::: Records for processing
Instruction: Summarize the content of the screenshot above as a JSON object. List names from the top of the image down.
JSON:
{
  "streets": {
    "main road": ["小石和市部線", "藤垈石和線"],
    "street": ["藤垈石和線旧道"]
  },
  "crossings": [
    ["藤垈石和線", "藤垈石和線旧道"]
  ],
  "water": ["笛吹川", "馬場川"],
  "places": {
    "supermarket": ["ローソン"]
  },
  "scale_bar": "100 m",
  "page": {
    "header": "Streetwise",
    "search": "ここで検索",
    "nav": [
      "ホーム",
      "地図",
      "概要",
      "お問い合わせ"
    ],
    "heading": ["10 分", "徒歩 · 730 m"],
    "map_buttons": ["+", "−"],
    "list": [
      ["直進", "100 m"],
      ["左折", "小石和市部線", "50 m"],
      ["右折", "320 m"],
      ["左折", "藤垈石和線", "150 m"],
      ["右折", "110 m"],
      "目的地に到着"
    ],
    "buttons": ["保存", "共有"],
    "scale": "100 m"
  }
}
::::::
To do
Nothing may be omitted; retype every record exactly.

Response for this exercise
Instruction: Summarize the content of the screenshot above as a JSON object. List names from the top of the image down.
JSON:
{
  "streets": {
    "main road": ["小石和市部線", "藤垈石和線"],
    "street": ["藤垈石和線旧道"]
  },
  "crossings": [
    ["藤垈石和線", "藤垈石和線旧道"]
  ],
  "water": ["笛吹川", "馬場川"],
  "places": {
    "supermarket": ["ローソン"]
  },
  "scale_bar": "100 m",
  "page": {
    "header": "Streetwise",
    "search": "ここで検索",
    "nav": [
      "ホーム",
      "地図",
      "概要",
      "お問い合わせ"
    ],
    "heading": ["10 分", "徒歩 · 730 m"],
    "map_buttons": ["+", "−"],
    "list": [
      ["直進", "100 m"],
      ["左折", "小石和市部線", "50 m"],
      ["右折", "320 m"],
      ["左折", "藤垈石和線", "150 m"],
      ["右折", "110 m"],
      "目的地に到着"
    ],
    "buttons": ["保存", "共有"],
    "scale": "100 m"
  }
}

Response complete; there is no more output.